━━━ DATA PROVIDED ━━━
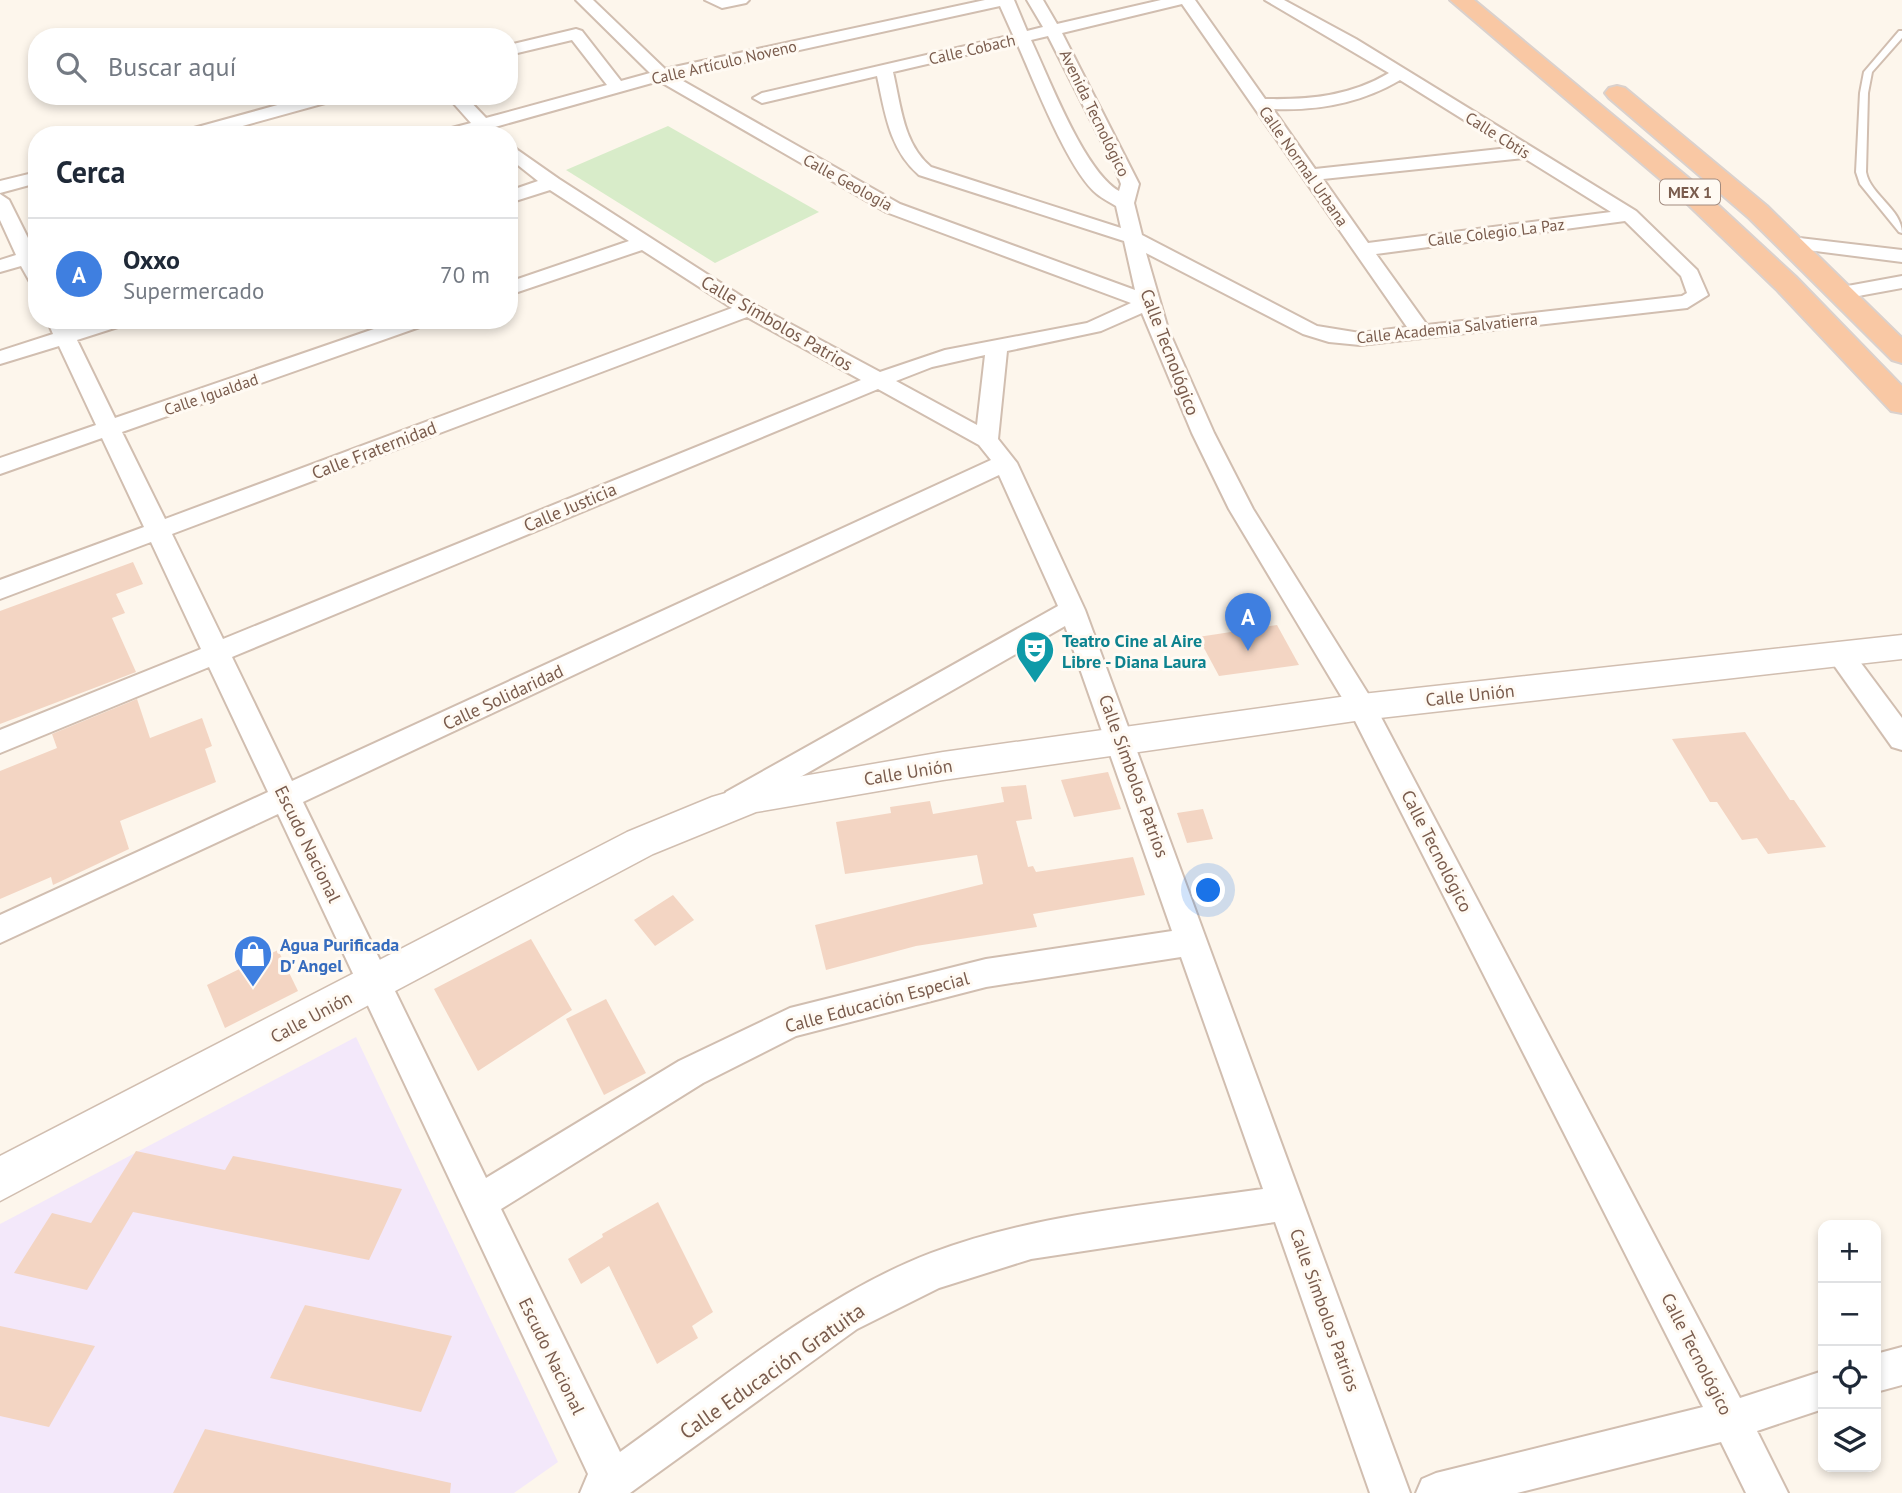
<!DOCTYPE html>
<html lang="es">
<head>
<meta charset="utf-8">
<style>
  :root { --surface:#fff; --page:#f6f6f7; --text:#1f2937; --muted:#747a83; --line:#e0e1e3; --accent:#b45309 }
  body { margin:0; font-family:"PT Sans",sans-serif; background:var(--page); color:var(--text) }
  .controls { position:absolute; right:21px; bottom:21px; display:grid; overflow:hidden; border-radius:14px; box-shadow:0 4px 10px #0003 }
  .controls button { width:63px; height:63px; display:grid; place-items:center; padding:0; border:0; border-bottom:2px solid var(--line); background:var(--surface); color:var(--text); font:35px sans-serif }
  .you { position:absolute; left:1209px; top:891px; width:24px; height:24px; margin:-18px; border:5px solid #fff; border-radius:50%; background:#1a73e8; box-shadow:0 0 0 10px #1a73e833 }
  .badge { display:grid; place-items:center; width:46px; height:46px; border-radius:50%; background:var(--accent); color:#fff; font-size:23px; font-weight:700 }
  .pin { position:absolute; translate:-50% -58px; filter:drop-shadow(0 2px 4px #0008) }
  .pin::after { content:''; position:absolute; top:37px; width:24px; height:21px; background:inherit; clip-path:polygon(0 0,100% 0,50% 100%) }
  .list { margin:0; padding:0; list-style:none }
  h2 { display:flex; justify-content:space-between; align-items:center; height:91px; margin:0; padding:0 28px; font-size:30px }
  h2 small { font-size:23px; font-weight:400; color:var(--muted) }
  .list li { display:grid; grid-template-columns:46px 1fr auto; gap:21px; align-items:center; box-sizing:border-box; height:112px; padding:0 28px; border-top:2px solid var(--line) }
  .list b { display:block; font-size:26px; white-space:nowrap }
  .list p { margin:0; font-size:23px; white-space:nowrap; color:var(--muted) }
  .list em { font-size:23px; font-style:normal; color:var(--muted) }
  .icon { flex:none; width:38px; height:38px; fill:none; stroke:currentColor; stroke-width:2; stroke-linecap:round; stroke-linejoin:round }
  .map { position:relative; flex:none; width:1902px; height:1493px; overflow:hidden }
  .search { position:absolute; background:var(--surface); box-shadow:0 4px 10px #0003; left:28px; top:28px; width:490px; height:77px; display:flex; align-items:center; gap:18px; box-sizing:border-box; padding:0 24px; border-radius:28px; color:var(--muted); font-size:26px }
  .panel { position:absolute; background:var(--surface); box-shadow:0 4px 10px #0003; left:28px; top:126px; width:490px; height:203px; border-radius:28px }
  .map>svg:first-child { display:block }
  .education { fill:#f3e8fa }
  .green { fill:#d8ecc9 }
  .building { fill:#f3d5c3 }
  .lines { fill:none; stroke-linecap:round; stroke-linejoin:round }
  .service-casing { stroke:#d1beb0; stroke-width:4 }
  .minor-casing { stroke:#d1beb0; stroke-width:4 }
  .tertiary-casing { stroke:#d1beb0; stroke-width:3 }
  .trunk-casing { stroke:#dad1cd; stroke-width:4 }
  .service { fill:#fff; fill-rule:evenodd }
  .minor { fill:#fff; fill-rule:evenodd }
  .tertiary { fill:#fff; fill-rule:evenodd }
  .trunk { fill:#f9c8a4; fill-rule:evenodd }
  .labels { text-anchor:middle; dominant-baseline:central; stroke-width:6; stroke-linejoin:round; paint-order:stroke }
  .far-street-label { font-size:16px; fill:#7a5c4d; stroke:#fffaf3 }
  .shield { fill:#fffaf3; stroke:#a28b7f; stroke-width:2 }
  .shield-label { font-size:16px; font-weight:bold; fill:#7a5c4d }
  .street-label { font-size:18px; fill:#7a5c4d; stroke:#fffaf3 }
  .culture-label { font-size:18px; font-weight:bold; fill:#0d838f; stroke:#fffaf3; text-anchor:start }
  .shop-label { font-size:18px; font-weight:bold; fill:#366cbe; stroke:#fffaf3; text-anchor:start }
  .near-street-label { font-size:21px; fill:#7a5c4d; stroke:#fffaf3 }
</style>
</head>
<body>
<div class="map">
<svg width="1902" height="1493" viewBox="0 0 1902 1493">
  <rect width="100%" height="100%" fill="#fdf6ec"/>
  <polygon class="education" points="356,1037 558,1462 514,1493 0,1493 0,1224"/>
  <polygon class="green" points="668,126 819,212 715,263 566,170"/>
  <g class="building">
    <polygon points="133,562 143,584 116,594 125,613 112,618 136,672 0,724 0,611"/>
    <polygon points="1277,625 1299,665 1219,676 1198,637"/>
    <polygon points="137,699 150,738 202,718 212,746 205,749 216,782 120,821 129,849 53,885 51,877 0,899 0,771 57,748 52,734"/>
    <polygon points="1745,732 1790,800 1794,800 1826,847 1768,854 1757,838 1742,840 1717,802 1710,802 1672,739"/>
    <polygon points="1108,772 1121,809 1074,817 1061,780"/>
    <polygon points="1026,785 1032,819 1016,821 1028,867 1033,866 1036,872 1133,857 1145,895 1033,914 1037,927 916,946 826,970 815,925 983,884 977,855 845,874 836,822 891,813 890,807 930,801 933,814 1004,802 1001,787"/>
    <polygon points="1203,809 1213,839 1187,843 1177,813"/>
    <polygon points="673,895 694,920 655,946 634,920"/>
    <polygon points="531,939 572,1010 478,1071 434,989"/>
    <polygon points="278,950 298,991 225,1028 207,985"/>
    <polygon points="606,999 646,1073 604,1095 566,1019"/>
    <polygon points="136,1151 225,1170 233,1156 402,1189 369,1260 133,1212 87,1290 14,1273 52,1213 91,1223"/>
    <polygon points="658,1202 713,1312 692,1326 698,1338 657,1364 609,1266 581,1284 568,1259 603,1237 602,1234"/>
    <polygon points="305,1305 452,1336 421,1412 270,1378"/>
    <polygon points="0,1326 95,1346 49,1427 0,1416"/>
    <polygon points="205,1429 451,1483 450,1493 173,1493"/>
  </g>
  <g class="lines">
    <g class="service-casing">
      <path id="service" d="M1899 31H1902V38L1872 72 1868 93 1866 172C1870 195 1902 209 1902 233L1899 232 1860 184 1856 172 1860 93 1864 72Z"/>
    </g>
    <g class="minor-casing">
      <g id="minor">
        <path d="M576 0H593L665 69 985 0H1014L1027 31 1043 27 1027 0H1043L1057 24 1161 0H1195L1265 99C1310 100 1350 96 1389 73L1265 0H1284L1356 39 1636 211 1697 270 1708 295 1687 308 1360 345 1329 342 1303 334 1146 253 1168 329 1214 433 1253 509 1372 700 1740 1398 1823 1371V1409L1757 1431 1788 1493H1746L1721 1442 1517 1493H1416L1422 1479 1436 1473 1703 1407 1350 711 1229 509 1192 433 1142 313 1101 331 1007 351 998 439 1017 463 1085 610 1410 1493H1370L1275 1222 1031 1259 939 1288 857 1329 630 1493H580L588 1474 278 814 0 943V915L268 792 209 667 0 753V730L201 649 151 542 0 599V580L144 527 102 438 0 474V458L96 425 59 346 0 364V351L53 334 47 320H68L72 329 98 320H130L127 324 77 340 115 418 400 320H431L428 324 122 432 165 519 732 308 642 250 509 295V282L629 241 550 190 509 203V191L538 181 509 158V144L559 179 755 305 880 372 945 350 1087 323 1131 303 886 212 659 81 495 127 500 135H483L479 131 466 135H437L440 131 471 123 447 96H465L486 118 607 85 572 40 509 55V45L576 29 582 31 621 81 650 73ZM1182 4 1407 327 1360 333 1317 326 1142 235 1134 203 1139 184 1062 33ZM1000 6 1013 35 762 93 753 98 762 103 877 76C885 112 889 149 919 175L1124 241 1135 290 900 204 676 77ZM1048 36 1114 166 1121 184 1119 191C1084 171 1049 78 1031 40ZM1017 43C1034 81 1068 170 1097 194 1103 199 1110 202 1116 206L1121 228 931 167C903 144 901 106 893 72ZM1400 80 1509 148 1315 169 1273 109C1318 111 1361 103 1400 80ZM1524 158 1611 212 1368 243 1323 179ZM1625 221 1681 276 1687 293 1682 296 1427 325 1376 254ZM747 317 861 380 223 639 172 534ZM985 355 977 425 896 381 932 367ZM878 389 979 445 991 460 292 781 232 657ZM999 475 1058 606 726 792 722 800 726 808 736 812 746 808 1065 626 1172 931 986 959 790 1008 679 1061 486 1178 303 802ZM1181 957 1263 1189C1152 1205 1037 1213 931 1253 821 1295 716 1384 620 1452L501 1209 703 1083 796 1036 986 987Z"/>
        <polygon points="705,0 749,0 746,3 722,8"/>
        <polygon points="310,96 338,96 336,100 210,135 180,135 183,131"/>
        <polygon points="37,172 37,183 0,193 0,181"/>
        <polygon points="0,194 9,200 34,250 37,249 37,284 30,282 21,266 0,272 0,260 16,255 0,220"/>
        <polygon points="1791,237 1902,250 1902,262 1784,247 1781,243 1784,239"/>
        <polygon points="1902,276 1902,288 1842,299 1832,293 1842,287"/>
        <polygon points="1840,644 1849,647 1902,718 1902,750 1892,747 1831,661 1827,654 1831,647"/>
        <polygon points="1902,1347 1902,1385 1876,1392 1876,1354"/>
      </g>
    </g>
    <g class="tertiary-casing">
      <polygon id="tertiary" points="1902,635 1902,659 1362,720 943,780 756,812 653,854 0,1201 0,1156 627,832 712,797 756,784 943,752 1362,694"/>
    </g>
    <g class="trunk-casing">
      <g id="trunk">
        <polygon points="1450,0 1474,0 1691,180 1796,277 1902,386 1902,413 1891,411 1776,289 1673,190"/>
        <polygon points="1617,86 1625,88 1767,206 1902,338 1902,363 1892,360 1749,218 1609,98 1605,93 1609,88"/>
      </g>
    </g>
    <use href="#service" class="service"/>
    <use href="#minor" class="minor"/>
    <use href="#tertiary" class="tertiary"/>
    <use href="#trunk" class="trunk"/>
  </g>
  <defs>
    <g id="theatre-pin" transform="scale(2.0125)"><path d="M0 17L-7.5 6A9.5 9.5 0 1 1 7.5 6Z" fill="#0f9aa8" stroke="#fffaf3"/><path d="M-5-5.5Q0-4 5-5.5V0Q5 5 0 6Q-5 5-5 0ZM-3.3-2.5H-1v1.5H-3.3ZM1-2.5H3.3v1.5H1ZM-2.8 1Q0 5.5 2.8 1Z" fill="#fff"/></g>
    <g id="shop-pin" transform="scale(2.0125)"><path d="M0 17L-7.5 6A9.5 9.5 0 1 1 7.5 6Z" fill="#3f7fe0" stroke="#fffaf3"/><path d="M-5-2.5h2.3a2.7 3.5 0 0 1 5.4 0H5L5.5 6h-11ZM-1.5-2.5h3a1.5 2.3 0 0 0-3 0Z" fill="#fff"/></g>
  </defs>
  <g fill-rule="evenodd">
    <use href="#theatre-pin" x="1035" y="650"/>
    <use href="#shop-pin" x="253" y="954"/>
  </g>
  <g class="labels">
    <g class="far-street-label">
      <text transform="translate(972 49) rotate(-13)">Calle Cobach</text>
      <text transform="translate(724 62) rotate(-13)">Calle Artículo Noveno</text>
      <text transform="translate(1095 113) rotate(64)">Avenida Tecnológico</text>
      <text transform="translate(1498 135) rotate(32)">Calle Cbtis</text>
      <text transform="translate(1304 166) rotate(55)">Calle Normal Urbana</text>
      <text transform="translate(848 182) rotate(29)">Calle Geología</text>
      <text transform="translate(1496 232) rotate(-7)">Calle Colegio La Paz</text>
      <text transform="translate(1447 328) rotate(-6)">Calle Academia Salvatierra</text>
      <text transform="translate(211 394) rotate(-19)">Calle Igualdad</text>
    </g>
    <rect class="shield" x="1660" y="179.5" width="60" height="25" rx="5"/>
    <g class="shield-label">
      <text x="1690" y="192">MEX 1</text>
    </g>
    <g class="street-label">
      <text transform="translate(777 323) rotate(30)">Calle Símbolos Patrios</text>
      <text transform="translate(1170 352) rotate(69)">Calle Tecnológico</text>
      <text transform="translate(374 450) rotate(-21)">Calle Fraternidad</text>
      <text transform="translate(570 507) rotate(-23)">Calle Justicia</text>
      <text transform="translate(1470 695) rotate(-6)">Calle Unión</text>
      <text transform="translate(503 697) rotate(-25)">Calle Solidaridad</text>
      <text transform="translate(908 772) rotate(-9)">Calle Unión</text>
      <text transform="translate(1134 776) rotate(70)">Calle Símbolos Patrios</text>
      <text transform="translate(308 844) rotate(64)">Escudo Nacional</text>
      <text transform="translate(1437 851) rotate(63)">Calle Tecnológico</text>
      <text transform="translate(877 1002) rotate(-15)">Calle Educación Especial</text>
      <text transform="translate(311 1017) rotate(-28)">Calle Unión</text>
      <text transform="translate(1325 1310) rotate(70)">Calle Símbolos Patrios</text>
      <text transform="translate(1697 1354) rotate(63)">Calle Tecnológico</text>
      <text transform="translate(552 1356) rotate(64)">Escudo Nacional</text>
    </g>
    <g class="culture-label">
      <text x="1062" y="640">Teatro Cine al Aire<tspan x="1062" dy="21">Libre - Diana Laura</tspan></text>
    </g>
    <g class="shop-label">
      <text x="280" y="944">Agua Purificada<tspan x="280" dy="21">D' Angel</tspan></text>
    </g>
    <g class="near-street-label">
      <text transform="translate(772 1371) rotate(-35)">Calle Educación Gratuita</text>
    </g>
  </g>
</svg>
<div class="controls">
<button>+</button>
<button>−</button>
<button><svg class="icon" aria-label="locate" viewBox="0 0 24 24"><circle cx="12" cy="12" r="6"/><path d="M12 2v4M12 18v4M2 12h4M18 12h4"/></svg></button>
<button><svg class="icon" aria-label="layers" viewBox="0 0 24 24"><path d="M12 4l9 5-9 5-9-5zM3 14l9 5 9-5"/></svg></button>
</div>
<div class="you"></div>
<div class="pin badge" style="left:1248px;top:651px;background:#3f7fe0">A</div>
<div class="search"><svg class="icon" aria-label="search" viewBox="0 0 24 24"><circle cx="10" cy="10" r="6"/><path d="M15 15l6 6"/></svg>Buscar aquí</div>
<section class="panel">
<h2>Cerca<small></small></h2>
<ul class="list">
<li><span class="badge" style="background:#3f7fe0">A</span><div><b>Oxxo</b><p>Supermercado</p></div><em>70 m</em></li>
</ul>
</section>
</div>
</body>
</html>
━━━
EXERCISE DESCRIPTION ▸ All lines above from the one with "content:''; position:absolute; top:37px;" to the one with "font-size:23px; font-style:normal; color:var(--muted)", inclusive, should be copied exactly, and no other lines.

TASK RESPONSE ▸
  .pin::after { content:''; position:absolute; top:37px; width:24px; height:21px; background:inherit; clip-path:polygon(0 0,100% 0,50% 100%) }
  .list { margin:0; padding:0; list-style:none }
  h2 { display:flex; justify-content:space-between; align-items:center; height:91px; margin:0; padding:0 28px; font-size:30px }
  h2 small { font-size:23px; font-weight:400; color:var(--muted) }
  .list li { display:grid; grid-template-columns:46px 1fr auto; gap:21px; align-items:center; box-sizing:border-box; height:112px; padding:0 28px; border-top:2px solid var(--line) }
  .list b { display:block; font-size:26px; white-space:nowrap }
  .list p { margin:0; font-size:23px; white-space:nowrap; color:var(--muted) }
  .list em { font-size:23px; font-style:normal; color:var(--muted) }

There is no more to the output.